Volume 56
Issue
2
Date
2019

Lewd Stings: Extending Lawrence v. Texas to Discriminatory Enforcement

by J. Kelly Strader & Lindsey Hay

Ongoing police undercover lewd conduct sting operations directed at LGBTQ people reveal entrenched law enforcement bias against sexual minorities. The lewd stings are largely pretextual, based upon non-existent com- plaints and non-provable harm. The resulting arrests and convictions often lead to devastating consequences, including lengthy prison terms, life-long sex offender registration, anti-gay violence, and even suicide. Legal challenges to these operations have proven largely futile, however. Such challenges have relied upon existing doctrines, including entrapment and equal protection, that are too limited, or too difficult to prove, in the context of lewd stings.
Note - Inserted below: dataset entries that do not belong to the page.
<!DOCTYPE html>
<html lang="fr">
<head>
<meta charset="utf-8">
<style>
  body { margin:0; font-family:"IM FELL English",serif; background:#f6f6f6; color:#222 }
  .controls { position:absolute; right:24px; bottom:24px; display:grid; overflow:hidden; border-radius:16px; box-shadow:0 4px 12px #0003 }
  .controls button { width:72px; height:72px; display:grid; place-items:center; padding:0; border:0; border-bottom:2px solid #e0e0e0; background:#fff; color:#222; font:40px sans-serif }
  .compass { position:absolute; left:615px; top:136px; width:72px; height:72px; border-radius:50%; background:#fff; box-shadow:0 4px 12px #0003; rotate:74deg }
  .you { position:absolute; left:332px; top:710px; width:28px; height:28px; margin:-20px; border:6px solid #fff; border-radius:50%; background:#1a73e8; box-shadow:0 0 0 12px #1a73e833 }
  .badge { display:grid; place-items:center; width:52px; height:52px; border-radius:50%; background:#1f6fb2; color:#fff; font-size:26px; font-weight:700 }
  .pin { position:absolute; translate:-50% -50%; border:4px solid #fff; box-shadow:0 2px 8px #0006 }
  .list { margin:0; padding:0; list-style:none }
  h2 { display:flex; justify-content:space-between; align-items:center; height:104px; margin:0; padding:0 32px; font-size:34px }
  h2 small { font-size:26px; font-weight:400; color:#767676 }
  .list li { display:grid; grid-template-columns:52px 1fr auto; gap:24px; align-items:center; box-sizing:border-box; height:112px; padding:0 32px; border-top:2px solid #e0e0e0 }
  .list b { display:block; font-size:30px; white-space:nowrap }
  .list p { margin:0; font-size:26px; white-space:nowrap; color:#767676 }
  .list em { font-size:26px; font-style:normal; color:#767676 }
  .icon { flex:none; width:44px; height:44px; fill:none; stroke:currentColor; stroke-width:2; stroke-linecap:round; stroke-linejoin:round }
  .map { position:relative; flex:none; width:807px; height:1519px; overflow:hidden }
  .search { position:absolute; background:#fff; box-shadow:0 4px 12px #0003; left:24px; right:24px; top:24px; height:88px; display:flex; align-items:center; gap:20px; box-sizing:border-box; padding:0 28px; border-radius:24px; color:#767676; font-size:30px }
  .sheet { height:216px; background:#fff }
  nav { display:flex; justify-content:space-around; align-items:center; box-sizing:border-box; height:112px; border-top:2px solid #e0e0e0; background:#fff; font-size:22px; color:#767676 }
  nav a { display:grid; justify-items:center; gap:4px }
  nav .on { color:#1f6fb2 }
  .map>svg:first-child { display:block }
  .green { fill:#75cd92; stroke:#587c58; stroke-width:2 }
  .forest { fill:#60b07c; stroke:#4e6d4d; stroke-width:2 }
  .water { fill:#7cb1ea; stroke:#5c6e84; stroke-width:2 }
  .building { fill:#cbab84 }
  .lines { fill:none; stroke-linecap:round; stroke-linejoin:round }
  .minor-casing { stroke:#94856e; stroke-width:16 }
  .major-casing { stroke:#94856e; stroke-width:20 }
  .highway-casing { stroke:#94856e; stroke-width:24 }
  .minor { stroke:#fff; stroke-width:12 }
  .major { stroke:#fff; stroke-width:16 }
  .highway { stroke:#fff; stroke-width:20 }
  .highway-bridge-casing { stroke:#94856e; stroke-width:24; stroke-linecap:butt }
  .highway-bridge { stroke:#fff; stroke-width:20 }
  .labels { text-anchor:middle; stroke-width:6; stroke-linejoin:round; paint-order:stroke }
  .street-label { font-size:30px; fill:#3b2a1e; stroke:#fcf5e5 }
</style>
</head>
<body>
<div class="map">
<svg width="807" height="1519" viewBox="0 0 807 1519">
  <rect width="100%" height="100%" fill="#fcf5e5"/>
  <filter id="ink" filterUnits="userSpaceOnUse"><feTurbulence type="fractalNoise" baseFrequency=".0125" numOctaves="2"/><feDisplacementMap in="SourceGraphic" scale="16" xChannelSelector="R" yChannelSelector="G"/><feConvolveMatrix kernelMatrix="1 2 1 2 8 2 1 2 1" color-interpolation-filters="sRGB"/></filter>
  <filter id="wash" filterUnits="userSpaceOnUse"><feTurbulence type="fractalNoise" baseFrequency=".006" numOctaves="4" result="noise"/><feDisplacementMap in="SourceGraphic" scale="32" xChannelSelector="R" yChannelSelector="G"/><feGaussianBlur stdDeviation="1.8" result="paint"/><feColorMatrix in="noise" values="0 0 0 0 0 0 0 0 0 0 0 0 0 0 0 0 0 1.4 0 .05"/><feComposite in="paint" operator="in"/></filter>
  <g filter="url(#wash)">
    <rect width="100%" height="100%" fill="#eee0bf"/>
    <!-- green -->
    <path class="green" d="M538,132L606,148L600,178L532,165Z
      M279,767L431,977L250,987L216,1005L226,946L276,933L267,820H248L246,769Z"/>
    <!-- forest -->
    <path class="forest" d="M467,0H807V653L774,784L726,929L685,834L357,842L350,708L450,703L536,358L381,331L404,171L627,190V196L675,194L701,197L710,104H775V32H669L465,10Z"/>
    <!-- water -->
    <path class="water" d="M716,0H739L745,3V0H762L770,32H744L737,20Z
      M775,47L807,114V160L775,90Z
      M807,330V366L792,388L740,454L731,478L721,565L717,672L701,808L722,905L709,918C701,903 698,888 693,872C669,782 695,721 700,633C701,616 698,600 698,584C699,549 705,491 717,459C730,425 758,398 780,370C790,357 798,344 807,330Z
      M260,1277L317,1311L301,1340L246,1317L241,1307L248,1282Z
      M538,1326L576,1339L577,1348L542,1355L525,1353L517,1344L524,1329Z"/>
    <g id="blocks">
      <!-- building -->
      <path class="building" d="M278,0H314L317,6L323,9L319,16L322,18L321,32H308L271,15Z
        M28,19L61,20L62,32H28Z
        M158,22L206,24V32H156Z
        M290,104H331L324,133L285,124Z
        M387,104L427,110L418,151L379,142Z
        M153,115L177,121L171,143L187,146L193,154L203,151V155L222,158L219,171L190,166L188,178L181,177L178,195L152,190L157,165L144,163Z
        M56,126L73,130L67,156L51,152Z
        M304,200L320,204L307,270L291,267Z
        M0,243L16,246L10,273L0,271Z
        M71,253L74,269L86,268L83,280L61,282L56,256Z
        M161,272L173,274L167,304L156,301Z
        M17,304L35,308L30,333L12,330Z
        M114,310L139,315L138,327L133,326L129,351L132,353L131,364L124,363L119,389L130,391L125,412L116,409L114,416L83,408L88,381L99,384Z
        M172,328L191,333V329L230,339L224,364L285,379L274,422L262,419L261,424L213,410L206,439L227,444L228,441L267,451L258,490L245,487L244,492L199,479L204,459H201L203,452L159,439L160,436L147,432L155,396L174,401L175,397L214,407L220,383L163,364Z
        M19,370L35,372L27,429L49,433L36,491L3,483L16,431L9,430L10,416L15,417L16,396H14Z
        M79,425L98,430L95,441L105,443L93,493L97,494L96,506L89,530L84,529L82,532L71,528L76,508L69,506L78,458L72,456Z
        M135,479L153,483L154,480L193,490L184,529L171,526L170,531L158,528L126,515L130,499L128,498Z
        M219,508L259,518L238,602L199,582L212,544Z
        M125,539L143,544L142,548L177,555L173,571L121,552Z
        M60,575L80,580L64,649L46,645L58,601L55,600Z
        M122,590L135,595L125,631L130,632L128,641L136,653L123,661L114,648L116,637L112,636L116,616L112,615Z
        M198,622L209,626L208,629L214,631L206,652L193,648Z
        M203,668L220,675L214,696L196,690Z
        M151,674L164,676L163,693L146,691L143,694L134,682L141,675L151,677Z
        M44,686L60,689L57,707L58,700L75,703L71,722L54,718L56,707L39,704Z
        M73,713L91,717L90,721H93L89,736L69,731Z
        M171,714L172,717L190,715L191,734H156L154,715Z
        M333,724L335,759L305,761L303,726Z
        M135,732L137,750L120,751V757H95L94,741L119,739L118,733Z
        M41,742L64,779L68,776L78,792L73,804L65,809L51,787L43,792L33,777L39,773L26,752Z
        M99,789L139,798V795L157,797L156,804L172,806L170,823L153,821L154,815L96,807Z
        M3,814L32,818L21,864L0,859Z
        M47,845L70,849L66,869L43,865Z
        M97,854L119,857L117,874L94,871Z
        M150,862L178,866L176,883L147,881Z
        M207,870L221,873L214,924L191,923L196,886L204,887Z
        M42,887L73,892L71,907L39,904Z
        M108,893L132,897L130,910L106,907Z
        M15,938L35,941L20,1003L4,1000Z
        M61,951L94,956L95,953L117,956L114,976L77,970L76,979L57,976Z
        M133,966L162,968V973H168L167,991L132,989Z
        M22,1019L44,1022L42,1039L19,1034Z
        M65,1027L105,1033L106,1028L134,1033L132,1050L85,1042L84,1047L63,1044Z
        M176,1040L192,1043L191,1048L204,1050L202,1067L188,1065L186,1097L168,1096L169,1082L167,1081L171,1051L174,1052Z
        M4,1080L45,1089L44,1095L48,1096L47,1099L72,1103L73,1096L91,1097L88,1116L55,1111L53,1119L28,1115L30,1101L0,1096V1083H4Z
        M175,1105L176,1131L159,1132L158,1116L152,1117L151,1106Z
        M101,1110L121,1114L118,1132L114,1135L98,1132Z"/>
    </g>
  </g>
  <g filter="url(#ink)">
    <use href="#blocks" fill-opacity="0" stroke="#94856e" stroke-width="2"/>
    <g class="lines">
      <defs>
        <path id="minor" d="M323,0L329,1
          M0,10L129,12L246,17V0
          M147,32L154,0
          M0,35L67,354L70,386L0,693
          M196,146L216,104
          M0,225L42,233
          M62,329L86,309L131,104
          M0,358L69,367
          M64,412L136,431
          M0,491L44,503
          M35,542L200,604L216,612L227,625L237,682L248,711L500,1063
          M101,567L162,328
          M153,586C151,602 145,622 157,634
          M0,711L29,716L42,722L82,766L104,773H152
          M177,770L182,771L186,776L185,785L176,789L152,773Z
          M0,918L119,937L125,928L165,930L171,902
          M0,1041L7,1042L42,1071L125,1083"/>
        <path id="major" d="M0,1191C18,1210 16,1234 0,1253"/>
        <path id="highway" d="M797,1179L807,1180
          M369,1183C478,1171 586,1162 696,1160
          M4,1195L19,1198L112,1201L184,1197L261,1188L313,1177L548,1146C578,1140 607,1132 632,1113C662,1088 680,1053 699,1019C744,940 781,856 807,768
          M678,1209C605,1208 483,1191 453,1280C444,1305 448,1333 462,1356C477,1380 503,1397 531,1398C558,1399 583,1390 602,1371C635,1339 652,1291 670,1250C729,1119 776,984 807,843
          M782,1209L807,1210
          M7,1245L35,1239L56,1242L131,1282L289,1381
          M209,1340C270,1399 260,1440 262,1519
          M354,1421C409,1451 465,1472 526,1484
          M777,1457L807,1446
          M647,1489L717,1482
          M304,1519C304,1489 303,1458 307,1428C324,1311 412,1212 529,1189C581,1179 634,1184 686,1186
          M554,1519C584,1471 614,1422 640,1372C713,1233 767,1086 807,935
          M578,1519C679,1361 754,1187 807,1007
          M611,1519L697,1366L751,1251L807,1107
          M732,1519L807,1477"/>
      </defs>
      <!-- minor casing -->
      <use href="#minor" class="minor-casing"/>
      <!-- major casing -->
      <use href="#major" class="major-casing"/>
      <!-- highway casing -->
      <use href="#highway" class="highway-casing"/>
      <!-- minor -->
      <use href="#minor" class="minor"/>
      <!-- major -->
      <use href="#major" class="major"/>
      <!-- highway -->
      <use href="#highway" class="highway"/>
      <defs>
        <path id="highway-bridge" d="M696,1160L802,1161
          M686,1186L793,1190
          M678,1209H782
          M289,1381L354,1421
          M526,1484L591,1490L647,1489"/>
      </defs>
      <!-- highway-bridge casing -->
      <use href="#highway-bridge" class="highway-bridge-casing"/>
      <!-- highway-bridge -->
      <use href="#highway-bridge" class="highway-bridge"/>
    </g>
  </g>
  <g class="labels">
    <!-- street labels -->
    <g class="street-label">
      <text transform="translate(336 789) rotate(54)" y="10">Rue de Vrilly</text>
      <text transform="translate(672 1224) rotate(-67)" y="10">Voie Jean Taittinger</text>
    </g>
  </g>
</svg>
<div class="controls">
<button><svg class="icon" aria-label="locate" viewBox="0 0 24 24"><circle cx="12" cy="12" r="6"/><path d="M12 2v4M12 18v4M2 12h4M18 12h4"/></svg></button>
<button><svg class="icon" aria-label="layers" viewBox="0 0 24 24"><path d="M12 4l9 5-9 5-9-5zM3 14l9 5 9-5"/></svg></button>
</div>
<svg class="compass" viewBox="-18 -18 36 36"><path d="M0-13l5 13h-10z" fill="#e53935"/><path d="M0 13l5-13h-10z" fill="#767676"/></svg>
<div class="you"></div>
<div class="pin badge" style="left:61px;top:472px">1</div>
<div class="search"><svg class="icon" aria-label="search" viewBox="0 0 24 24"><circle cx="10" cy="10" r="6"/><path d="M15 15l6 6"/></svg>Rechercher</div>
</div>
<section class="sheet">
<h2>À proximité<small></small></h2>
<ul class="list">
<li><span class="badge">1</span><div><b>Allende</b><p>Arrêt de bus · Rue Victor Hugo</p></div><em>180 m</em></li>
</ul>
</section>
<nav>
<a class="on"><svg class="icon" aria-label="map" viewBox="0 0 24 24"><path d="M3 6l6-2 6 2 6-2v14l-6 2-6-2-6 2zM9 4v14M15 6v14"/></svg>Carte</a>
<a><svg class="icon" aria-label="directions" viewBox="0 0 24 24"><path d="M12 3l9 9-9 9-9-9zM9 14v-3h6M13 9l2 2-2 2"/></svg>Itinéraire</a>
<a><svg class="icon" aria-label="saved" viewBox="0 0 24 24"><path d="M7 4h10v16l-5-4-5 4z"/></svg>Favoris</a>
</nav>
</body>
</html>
This article posits that the constitutional criminalization principles articulated in Lawrence v. Texas provide a more effective basis for challenging lewd stings. In Lawrence, the Supreme Court plainly held that majoritarian morality principles do not justify criminal laws. Instead, crimes must be directed at provable harms. Our empirical research on the policies of the Los Angeles Police Department reveals, however, that during lewd stings police target conduct that they believe to be morally offensive rather than objectively harmful. This morality-based exercise of enforcement discretion is unconstitutional under Lawrence, which applies with equal force to both criminalization and enforcement decisions.